Alfred Hitchcock’s Psycho shocked and stunned audiences with depictions of the antagonist’s, Norman Bates, gruesome crimes. From incestous to insidious, his atrocities left crowds with feelings of unease and discomfort. However, was Norman Bates really a “psycho”? Terms like “psychopath” and “sociopath” are used interchangeably to describe anyone who lashes out violently, but what do these terms actually mean?

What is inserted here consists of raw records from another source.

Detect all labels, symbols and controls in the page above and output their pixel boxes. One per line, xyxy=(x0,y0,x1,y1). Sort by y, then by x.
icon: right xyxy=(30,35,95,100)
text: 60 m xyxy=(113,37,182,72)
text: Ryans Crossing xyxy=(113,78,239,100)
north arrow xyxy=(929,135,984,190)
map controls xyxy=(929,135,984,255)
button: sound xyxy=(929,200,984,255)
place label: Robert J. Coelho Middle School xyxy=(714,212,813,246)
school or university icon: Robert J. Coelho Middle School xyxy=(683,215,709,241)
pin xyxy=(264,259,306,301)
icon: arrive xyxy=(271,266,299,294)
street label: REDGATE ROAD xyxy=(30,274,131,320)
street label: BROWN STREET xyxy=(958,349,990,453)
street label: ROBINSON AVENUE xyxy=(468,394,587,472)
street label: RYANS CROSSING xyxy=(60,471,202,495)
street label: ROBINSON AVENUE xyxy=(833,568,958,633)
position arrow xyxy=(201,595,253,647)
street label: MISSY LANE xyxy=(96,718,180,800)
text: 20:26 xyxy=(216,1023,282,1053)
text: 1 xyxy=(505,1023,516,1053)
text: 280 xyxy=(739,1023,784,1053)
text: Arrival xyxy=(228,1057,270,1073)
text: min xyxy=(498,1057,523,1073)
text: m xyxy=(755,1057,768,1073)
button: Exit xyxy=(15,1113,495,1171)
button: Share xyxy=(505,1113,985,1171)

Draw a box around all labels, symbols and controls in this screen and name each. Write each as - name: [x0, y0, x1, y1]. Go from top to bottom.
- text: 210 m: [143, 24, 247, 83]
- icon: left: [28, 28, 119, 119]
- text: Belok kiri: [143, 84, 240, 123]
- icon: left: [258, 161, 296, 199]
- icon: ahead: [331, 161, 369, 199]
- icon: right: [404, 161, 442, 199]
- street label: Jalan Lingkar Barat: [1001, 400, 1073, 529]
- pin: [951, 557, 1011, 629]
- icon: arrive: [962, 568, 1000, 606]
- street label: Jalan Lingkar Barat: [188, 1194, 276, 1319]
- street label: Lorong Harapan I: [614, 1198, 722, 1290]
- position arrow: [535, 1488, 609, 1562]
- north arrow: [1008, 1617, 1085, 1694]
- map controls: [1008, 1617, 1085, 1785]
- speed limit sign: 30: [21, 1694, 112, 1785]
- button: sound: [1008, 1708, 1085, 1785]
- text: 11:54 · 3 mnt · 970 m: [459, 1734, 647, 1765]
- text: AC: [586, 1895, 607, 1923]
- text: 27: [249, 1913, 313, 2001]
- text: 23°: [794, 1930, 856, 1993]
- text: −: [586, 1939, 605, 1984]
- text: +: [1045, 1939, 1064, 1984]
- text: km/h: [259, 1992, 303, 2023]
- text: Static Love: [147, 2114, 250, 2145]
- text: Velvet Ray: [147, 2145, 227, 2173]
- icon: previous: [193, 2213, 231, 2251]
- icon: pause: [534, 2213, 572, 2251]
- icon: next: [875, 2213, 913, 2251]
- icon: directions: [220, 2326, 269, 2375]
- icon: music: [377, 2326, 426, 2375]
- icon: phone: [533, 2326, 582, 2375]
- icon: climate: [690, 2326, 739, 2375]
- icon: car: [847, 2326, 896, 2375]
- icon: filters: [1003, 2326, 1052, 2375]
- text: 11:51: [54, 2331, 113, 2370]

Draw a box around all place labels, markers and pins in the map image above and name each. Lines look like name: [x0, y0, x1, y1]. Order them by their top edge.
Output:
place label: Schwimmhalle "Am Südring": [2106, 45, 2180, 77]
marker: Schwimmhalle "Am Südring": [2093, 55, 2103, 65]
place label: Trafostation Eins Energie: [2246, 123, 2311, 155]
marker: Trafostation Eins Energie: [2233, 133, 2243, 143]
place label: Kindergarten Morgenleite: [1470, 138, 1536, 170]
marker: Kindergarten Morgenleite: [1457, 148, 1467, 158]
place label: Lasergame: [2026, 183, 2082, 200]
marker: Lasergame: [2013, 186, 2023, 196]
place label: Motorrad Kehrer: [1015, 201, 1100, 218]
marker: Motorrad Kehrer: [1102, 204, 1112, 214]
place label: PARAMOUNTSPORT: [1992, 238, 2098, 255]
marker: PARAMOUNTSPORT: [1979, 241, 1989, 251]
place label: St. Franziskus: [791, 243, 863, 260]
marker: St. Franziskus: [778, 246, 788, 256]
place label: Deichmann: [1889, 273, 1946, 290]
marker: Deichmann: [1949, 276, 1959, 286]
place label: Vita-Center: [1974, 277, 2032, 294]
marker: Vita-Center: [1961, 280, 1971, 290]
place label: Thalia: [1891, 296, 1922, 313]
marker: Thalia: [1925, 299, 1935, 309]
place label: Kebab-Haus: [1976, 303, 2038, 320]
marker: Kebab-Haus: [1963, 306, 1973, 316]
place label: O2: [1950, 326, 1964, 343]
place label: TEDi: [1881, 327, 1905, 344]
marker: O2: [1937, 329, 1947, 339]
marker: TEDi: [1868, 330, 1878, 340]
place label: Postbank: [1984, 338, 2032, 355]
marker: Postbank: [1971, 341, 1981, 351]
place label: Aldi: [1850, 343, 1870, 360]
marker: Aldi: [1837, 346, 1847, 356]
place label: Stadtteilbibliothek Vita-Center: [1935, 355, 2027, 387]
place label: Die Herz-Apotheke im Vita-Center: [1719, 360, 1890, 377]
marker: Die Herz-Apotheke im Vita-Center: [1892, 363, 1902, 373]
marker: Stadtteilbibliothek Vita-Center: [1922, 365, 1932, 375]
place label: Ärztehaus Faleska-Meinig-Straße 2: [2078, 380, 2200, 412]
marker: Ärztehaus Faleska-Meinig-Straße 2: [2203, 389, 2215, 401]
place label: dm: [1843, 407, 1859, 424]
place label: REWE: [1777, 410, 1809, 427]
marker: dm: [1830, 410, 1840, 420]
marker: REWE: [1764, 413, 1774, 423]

Both psychopaths and sociopaths typically display symptoms of their condition beginning around age fifteen, typically by being diagnosed with Antisocial Personality Disorder. They typically distance themselves emotionally from society, forming few, if any, personal connections with others. According to the DSM-5, this can cause strain to their intrapersonal and interpersonal growth. Often in their youth, they will perform some, or multiple acts suggestive of their future psychopathic or sociopathic behaviors, including setting fires, bed wetting, or torturing animals. While a clear diagnosis cannot be found in the DSM-5, differences between the two are evident, revealing more into the psyche of individuals with both conditions.
Psychopaths are remorseless. Rather than being motivated by a moral compass, they act based on their desires and wants. They have no conscience, which reveals itself as a lack of empathy. It is important to note that this does not suggest impulsiveness, for psychopaths are renowned for their ability to manipulate and plan to achieve their goals. They are also not often violent. Psychopaths are capable of maintaining relationships, but do so only on the surface; they have no guilt when hurting those they “care” about. Some research suggests a difference in brain structure that promotes psychopathy, leading it to be considered more “nature” than “nurture.” Only 1% of the population is believed to be psychopathic.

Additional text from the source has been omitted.